Twenty years ago, when baked oatmeal was hardly a blip on anyone’s breakfast radar, a friend gave me a recipe for Amish Baked Oatmeal. It was delicious, but with a stick and a half of butter and more sugar than oats, the recipe wasn’t exactly the breakfast of champions.
I remember thinking it couldn’t be too difficult to give the recipe a makeover of sorts without sacrificing taste. Little did I know at the time that I’d go on to bake countless batches of this now-mainstream breakfast, create a myriad of seasonal and flavor variations, and even win a national recipe contest with it.
Although I have quite a few baked oatmeal recipes on my blog, I stopped posting them for a while because I figured no one wanted to exist on baked oatmeal alone! After receiving emails requesting morning glory, carrot cake, and steel cut versions, I figured it was time to start digging into my backlog of recipes.

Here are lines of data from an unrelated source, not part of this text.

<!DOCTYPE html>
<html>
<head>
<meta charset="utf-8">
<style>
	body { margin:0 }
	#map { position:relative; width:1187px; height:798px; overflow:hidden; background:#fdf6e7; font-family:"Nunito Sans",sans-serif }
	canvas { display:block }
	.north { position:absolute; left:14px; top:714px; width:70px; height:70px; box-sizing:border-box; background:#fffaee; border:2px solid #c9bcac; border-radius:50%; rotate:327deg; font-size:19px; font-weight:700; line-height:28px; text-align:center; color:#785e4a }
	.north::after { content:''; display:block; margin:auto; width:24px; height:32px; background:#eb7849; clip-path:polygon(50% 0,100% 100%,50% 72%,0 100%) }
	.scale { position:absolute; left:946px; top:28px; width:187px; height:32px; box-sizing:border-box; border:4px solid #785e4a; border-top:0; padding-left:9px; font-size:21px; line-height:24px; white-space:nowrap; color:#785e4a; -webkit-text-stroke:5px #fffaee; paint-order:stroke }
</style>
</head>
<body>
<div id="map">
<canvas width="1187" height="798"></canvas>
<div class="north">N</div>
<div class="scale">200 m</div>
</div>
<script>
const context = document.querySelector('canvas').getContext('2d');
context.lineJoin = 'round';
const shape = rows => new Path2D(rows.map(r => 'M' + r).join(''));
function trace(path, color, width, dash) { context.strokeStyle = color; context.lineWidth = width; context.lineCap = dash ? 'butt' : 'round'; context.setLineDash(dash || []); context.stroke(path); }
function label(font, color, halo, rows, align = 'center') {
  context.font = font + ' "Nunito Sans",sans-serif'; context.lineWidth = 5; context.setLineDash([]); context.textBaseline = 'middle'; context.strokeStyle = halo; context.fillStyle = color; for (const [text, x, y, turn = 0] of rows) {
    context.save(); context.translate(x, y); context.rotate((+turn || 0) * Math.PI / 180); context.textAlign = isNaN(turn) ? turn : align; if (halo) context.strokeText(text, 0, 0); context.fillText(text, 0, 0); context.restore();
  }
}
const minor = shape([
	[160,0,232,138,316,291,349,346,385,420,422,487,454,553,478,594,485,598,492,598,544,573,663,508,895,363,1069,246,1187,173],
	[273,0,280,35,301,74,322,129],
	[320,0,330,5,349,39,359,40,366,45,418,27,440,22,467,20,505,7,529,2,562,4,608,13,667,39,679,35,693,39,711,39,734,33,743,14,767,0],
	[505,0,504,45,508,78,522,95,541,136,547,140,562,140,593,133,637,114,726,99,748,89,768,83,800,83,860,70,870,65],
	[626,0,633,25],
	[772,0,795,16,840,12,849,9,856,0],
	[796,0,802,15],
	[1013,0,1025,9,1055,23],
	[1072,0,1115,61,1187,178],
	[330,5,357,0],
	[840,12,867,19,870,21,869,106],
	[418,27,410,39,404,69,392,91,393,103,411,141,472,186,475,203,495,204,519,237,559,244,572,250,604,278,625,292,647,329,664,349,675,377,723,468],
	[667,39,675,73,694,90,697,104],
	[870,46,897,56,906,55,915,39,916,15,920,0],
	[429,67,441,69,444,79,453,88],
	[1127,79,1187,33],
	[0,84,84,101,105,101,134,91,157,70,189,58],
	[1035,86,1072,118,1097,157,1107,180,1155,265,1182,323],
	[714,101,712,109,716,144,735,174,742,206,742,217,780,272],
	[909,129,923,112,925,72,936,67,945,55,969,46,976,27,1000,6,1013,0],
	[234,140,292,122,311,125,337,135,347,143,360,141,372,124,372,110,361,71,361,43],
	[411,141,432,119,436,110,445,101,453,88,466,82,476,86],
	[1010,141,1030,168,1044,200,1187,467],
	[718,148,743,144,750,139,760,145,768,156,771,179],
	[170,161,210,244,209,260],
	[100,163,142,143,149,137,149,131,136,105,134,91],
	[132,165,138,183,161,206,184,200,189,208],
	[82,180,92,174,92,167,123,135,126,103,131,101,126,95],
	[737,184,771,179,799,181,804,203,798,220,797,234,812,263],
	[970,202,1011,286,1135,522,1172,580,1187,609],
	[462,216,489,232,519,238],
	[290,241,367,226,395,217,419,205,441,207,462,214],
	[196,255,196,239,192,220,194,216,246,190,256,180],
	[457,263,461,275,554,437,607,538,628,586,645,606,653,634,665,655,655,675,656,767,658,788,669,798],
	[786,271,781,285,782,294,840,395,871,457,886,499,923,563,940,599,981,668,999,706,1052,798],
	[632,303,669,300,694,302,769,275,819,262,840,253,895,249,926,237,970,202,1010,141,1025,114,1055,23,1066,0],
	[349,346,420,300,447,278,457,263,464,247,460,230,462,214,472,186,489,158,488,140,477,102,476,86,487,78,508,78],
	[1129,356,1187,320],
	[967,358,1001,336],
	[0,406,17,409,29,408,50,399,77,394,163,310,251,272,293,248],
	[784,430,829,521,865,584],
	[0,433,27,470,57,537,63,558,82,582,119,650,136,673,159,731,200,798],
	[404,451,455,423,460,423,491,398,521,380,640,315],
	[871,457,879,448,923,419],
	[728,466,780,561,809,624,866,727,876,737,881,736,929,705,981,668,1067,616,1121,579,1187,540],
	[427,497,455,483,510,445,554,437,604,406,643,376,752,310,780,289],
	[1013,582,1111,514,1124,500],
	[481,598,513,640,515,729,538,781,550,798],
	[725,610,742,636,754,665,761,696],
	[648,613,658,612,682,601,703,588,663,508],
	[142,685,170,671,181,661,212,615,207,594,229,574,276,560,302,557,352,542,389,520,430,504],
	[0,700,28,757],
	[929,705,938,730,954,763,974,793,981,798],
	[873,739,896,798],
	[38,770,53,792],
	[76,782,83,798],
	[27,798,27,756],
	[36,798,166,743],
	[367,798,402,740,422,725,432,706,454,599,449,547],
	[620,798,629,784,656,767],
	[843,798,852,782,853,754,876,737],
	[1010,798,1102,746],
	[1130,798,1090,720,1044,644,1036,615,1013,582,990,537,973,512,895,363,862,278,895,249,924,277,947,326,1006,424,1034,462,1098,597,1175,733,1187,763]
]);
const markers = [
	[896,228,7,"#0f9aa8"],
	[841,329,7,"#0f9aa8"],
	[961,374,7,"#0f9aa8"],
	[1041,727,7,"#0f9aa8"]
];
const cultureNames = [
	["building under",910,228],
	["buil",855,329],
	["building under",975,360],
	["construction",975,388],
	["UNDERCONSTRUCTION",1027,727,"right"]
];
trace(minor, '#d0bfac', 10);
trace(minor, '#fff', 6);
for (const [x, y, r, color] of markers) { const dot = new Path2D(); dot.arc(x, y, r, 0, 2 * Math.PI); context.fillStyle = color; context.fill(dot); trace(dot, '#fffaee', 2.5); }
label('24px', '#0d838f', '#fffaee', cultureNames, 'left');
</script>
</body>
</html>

The following recipe goes back a ways and is essentially the foundation upon which many of my later baked oatmeal recipes were built. It’s easy to prepare with everyday ingredients and tastes a lot like a cinnamon oatmeal cookie–not a bad way to start the day!
I actually hadn’t made this basic recipe myself in quite a long time, but returned to it in earnest last summer after enjoying similar breakfast parfaits at Prince Street Café and Café One Eight in downtown Lancaster. (If your local and haven’t been or happen to visit Lancaster, you gotta go! Both restaurants have their own special personality and lots of delicious menu offerings.)
When I first dug my spoon into what was, at first glance, a typical yogurt-fruit-granola concoction, the granola seemed to be chewy, almost cakey. It soon occurred to me that what I expected to be granola was actually crumbled baked oatmeal.
Paired with bright red strawberries and creamy vanilla yogurt (both cafés use local Pequea Valley Farms yogurt, which is decadent enough to be dessert), each spoonful was nothing short of sweet bliss and offered a new way to enjoy an old favorite.
All parfait deliciousness aside, you can’t go wrong keeping it simple. A warm piece eaten all by itself is rather divine–sort of like a scrumptious oatmeal cookie.
Baked oatmeal stores well in the refrigerator and can be reheated in the microwave, served room temperature or cold. Some people enjoy it drizzled with milk, others prefer to eat it plain. For a cool option that’s light yet filling, layer chunks of chewy baked oatmeal, parfait-style, with creamy yogurt and sweet summer berries or peaches.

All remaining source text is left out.